- Church of São João Baptista
- 41°47′55.3″N 7°16′5.2″W﻿ / ﻿41.798694°N 7.268111°W
- Location: Vila Real, Alto Trás-os-Montes, Norte
- Country: Portugal
- Denomination: Roman Catholic

History
- Dedication: St. John the Baptist

Administration
- Diocese: Diocese of Vila Real

= Church of São João Baptista (Cimo de Vila da Castanheira) =

The Church of São João Baptista (Igreja Paroquial de Cimo de Vila de Castanheira/Igreja de São João Baptista) is a church in the civil parish of Cimo de Vila da Castenheira, in the municipality of Chaves, in the Portuguese Norte district of Vila Real.

==History==
The church was probably constructed between the 13th and 14th century.

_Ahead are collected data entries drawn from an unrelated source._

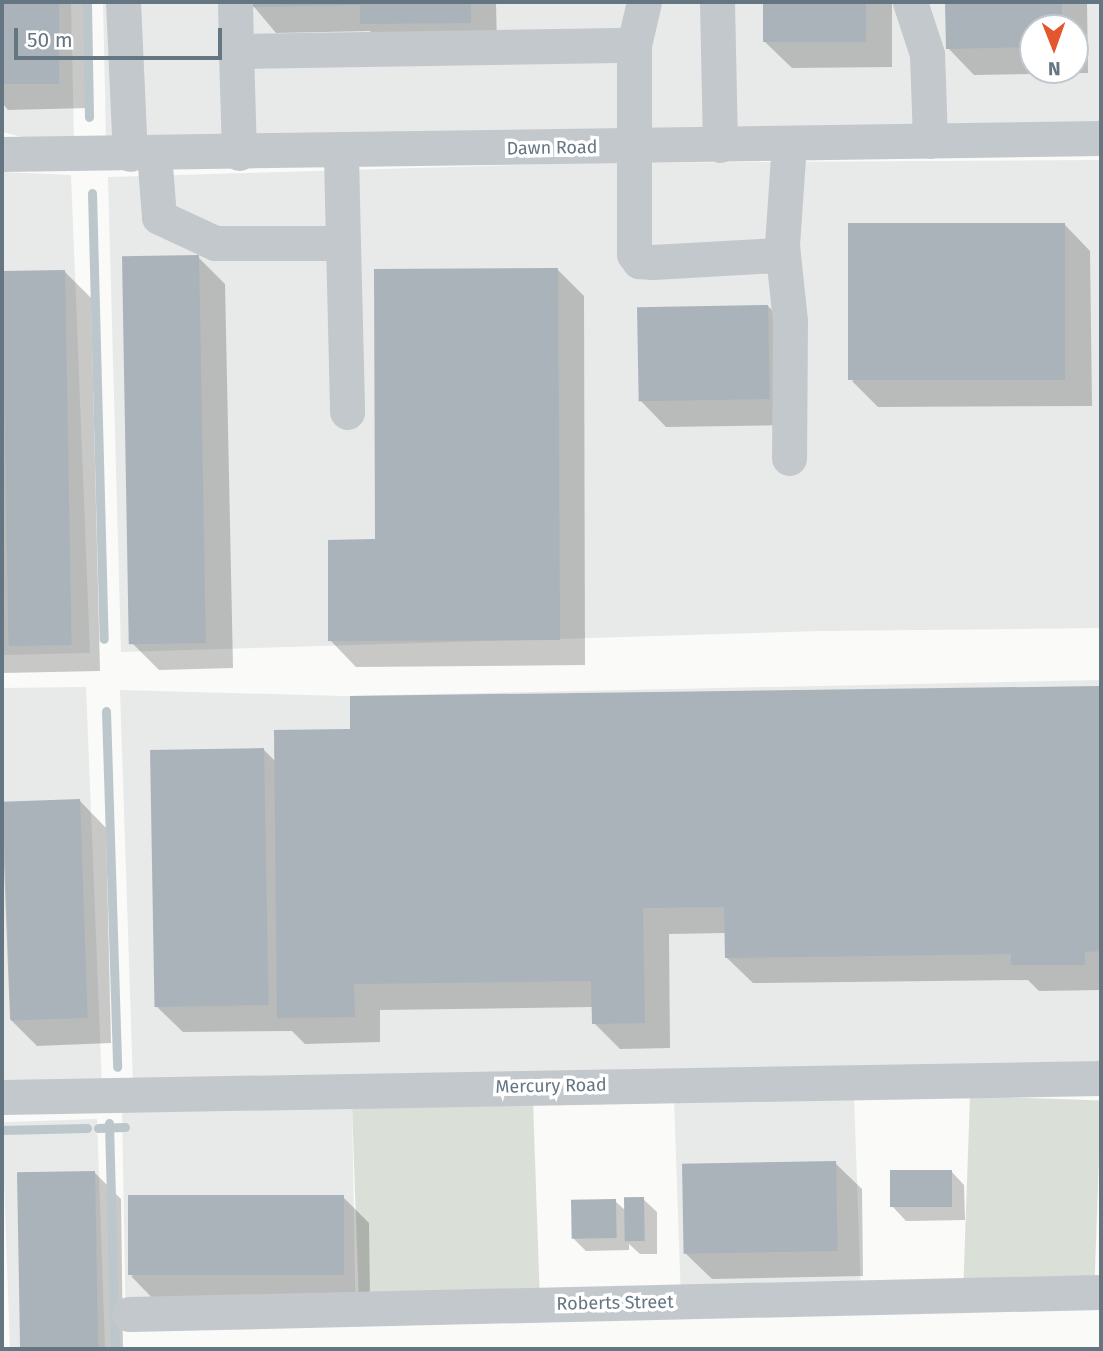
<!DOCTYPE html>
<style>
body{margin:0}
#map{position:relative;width:1103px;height:1351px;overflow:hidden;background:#fafaf8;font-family:"Fira Sans",sans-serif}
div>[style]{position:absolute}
.built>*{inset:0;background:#e8e9e9;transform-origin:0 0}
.green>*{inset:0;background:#dadfd7;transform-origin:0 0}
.shadow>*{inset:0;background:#0003}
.stream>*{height:9px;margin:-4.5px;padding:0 4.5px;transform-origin:4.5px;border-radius:4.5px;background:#bbc7cb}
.building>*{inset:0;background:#aab3b9;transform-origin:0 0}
.minor>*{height:35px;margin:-17.5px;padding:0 17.5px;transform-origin:17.5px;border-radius:17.5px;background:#c3c8cc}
span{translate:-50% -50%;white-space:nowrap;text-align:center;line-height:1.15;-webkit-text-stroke:7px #fff;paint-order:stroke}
.street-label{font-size:18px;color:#657683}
.frame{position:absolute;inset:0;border:4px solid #657683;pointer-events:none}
.north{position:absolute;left:1019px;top:14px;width:70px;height:70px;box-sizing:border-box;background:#fff;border:2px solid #c1c8cd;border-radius:50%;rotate:179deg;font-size:19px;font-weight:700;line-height:28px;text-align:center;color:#657683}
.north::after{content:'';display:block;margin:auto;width:24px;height:32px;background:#e4572e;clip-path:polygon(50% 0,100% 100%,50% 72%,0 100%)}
.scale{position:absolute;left:14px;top:28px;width:208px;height:32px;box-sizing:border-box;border:4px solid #657683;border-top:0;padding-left:9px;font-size:21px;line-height:24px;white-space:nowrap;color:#657683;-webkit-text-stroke:5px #fff;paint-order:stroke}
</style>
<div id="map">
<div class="built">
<div style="clip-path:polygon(2px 2px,71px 2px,74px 141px,38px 141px,2px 132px)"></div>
<div style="clip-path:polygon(evenodd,103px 2px,1101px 2px,1101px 122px,106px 140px,103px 2px,1033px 28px,1075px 28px,1075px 70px,1033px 70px,1033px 28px)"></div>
<div style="clip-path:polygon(1101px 160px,1101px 628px,821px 631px,121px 652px,108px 177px,586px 163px)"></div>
<div style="clip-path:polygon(2px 172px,71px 175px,90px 653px,2px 655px)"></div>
<div style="clip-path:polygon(1101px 680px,1101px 1063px,133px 1084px,120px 690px,344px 696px)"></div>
<div style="clip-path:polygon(86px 687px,102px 1087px,2px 1087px,2px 688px)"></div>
<div style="left:854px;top:1096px;width:190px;height:180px;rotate:88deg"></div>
<div style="left:352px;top:1106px;width:195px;height:230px;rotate:89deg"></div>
<div style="left:97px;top:1119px;width:230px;height:95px;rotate:88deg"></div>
</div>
<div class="green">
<div style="left:970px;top:1096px;width:131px;height:188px;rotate:2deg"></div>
<div style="left:533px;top:1102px;width:191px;height:181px;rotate:88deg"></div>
</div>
<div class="shadow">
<div style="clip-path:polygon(2px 2px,84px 2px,87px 108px,8px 110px,2px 103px)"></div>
<div style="clip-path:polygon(250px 2px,496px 2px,497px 48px,388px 50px,370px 31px,276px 33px)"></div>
<div style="clip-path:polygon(765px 2px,892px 2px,892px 67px,792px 68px,765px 42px)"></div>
<div style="clip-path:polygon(evenodd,947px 2px,1087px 2px,1088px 73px,974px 75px,948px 48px,947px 2px,1033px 28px,1075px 28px,1075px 70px,1033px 70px,1033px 28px)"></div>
<div style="clip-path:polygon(1064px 224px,1090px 251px,1092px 406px,878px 407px,852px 381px)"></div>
<div style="clip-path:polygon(198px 257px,225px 284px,233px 668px,159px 670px,132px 643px)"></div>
<div style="clip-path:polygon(558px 270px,584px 296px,585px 665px,356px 667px,330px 640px,377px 541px)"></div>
<div style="clip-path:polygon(65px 272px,91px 298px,100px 671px,2px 673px,2px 273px)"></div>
<div style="clip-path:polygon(768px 306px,794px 333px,795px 425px,666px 427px,640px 400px)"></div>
<div style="clip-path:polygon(1101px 687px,1101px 990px,1039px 991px,1028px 980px,753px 983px,726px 957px,726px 933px,669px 934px,670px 1048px,620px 1049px,594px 1023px,593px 1007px,380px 1010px,380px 1042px,305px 1044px,292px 1031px,183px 1032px,156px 1006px,263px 749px,276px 762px,352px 730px,351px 698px)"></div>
<div style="clip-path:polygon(80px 801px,106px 828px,111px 1043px,37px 1046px,10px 1019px,2px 814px)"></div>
<div style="clip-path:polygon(835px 1163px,862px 1189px,863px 1276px,712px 1279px,685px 1253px)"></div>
<div style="clip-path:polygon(951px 1171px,964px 1185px,965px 1220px,906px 1221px,893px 1207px)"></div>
<div style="clip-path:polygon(94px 1172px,121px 1199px,123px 1349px,22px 1349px,19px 1174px)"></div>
<div style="clip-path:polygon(343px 1197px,369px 1223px,370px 1300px,157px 1303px,131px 1276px)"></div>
<div style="clip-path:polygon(643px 1199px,657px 1212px,657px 1254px,640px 1254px,629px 1244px,629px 1250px,586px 1251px,573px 1238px,615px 1201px,626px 1211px)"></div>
</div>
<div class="stream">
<div style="left:87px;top:2px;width:115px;rotate:89deg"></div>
<div style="left:92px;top:193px;width:446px;rotate:88.5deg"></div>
<div style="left:106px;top:711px;width:356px;rotate:88.2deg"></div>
<div style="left:109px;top:1123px;width:226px;rotate:88.5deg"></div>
<div style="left:98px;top:1128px;width:27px;rotate:-2deg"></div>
<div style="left:2px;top:1130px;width:85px;rotate:-1.3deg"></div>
</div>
<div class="building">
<div style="left:2px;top:2px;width:57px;height:82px"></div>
<div style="clip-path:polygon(248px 2px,471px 2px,471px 23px,360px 24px,360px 5px,248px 7px)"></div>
<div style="left:763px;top:2px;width:103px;height:40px"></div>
<div style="clip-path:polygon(945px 2px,1062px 2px,1062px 28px,1033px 28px,1033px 47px,946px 49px)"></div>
<div style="left:1065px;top:223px;width:157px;height:217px;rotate:90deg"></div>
<div style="left:199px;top:255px;width:388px;height:77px;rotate:89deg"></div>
<div style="clip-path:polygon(558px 268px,560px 640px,328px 641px,328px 540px,375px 539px,374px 269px)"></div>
<div style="left:65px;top:270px;width:375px;height:63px;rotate:89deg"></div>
<div style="left:768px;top:305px;width:94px;height:131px;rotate:89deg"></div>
<div style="clip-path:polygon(1101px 686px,1101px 951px,1085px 952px,1085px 965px,1011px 965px,1011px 954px,725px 958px,724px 907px,643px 908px,645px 1023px,592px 1024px,591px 981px,354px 984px,355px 1017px,277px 1018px,274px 730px,350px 729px,350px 696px)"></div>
<div style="left:264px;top:748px;width:257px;height:114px;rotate:89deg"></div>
<div style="left:80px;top:799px;width:219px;height:77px;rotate:88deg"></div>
<div style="left:836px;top:1161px;width:90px;height:154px;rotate:89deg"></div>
<div style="left:952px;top:1170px;width:37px;height:62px;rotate:90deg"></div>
<div style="left:95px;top:1171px;width:178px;height:78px;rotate:89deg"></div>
<div style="left:344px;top:1195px;width:80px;height:216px;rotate:90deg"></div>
<div style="left:644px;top:1197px;width:44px;height:20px;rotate:89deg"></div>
<div style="left:616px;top:1199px;width:39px;height:45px;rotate:89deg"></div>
</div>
<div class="minor">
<div style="left:123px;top:2px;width:152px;rotate:87.4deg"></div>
<div style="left:235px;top:2px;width:49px;rotate:88.8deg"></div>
<div style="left:717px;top:2px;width:143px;rotate:88.8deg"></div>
<div style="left:910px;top:2px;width:55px;rotate:71.9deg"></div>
<div style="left:927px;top:54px;width:87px;rotate:88deg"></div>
<div style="left:634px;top:45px;width:44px;rotate:-76.9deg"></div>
<div style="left:154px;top:153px;width:64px;rotate:85.5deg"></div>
<div style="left:159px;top:217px;width:62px;rotate:24.9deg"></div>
<div style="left:215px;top:243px;width:128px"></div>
<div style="left:343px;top:243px;width:91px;rotate:-91.3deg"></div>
<div style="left:239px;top:153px;width:102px;rotate:-91.7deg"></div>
<div style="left:236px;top:51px;width:398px;rotate:-0.9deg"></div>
<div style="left:634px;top:45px;width:209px;rotate:90deg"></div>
<div style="left:634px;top:254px;width:9px;rotate:54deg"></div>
<div style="left:639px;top:261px;width:14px;rotate:4deg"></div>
<div style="left:653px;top:262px;width:124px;rotate:-3.2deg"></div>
<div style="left:777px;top:255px;width:11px;rotate:-63deg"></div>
<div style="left:782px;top:245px;width:102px;rotate:-86.1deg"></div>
<div style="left:2px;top:154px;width:1099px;rotate:-0.83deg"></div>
<div style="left:343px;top:243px;width:169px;rotate:88.6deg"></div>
<div style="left:782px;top:245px;width:76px;rotate:84deg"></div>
<div style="left:790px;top:321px;width:137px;rotate:90.4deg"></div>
<div style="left:2px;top:1097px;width:1099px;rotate:-0.99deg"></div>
<div style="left:129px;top:1314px;width:972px;rotate:-1.3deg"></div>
</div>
<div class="street-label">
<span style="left:552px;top:148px;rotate:-1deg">Dawn Road</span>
<span style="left:551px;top:1086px;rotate:-1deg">Mercury Road</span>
<span style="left:615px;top:1303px;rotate:-1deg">Roberts Street</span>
</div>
<div class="frame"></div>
<div class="north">N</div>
<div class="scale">50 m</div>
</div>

By 1758, the curia of Castanheira were presented by the rector of Sanfins, annexed to the brotherhood of the Company of Christ, in the Colegio od Coimbra, supported by 60$000 in land rents. On 4 July 1774, D. José incorporated all the possessions of the extinct Company of Christ into the property of the University of Coimbra, which assumed its administration.

On 5 May 1835, a decree incorporated the church into the Bens Próprios Nacionais (national assets) of the university, but continued to operate independently with the same land rents. But, by 21 November 1848, there was a new law passed to delimit what which possessions the university required function in Coimbra.

In 1984, there was a collapse of the nave's ceiling and lateral cornices; the masonry was damaged and various decorative elements were destroyed.

==Architecture==
The church is located in a rural, isolated area, implanted in a mountainous zone, alongside the cemetery (which is located to the rear).

The church is planted longitudinally, composed by two volumes: a rectangular nave and secondary section with sacristy addorsed to the northern wall. The main facade is oriented to the west, featuring a portal with perfect arch, composed of high chamfered staves over a smooth base and surmounted by small central oculus. Over the portal are three protrusions that mark the disappeared awning that use to exist, while over the frontispiece is a stone cross. On the southern facade along the nave wall has a chamfered Romanesque door and rectangular window. The eastern facade has a rectangular window along the sacristy. Along with a simple cornice, the north facade conserves sculpted representations of humans and animals.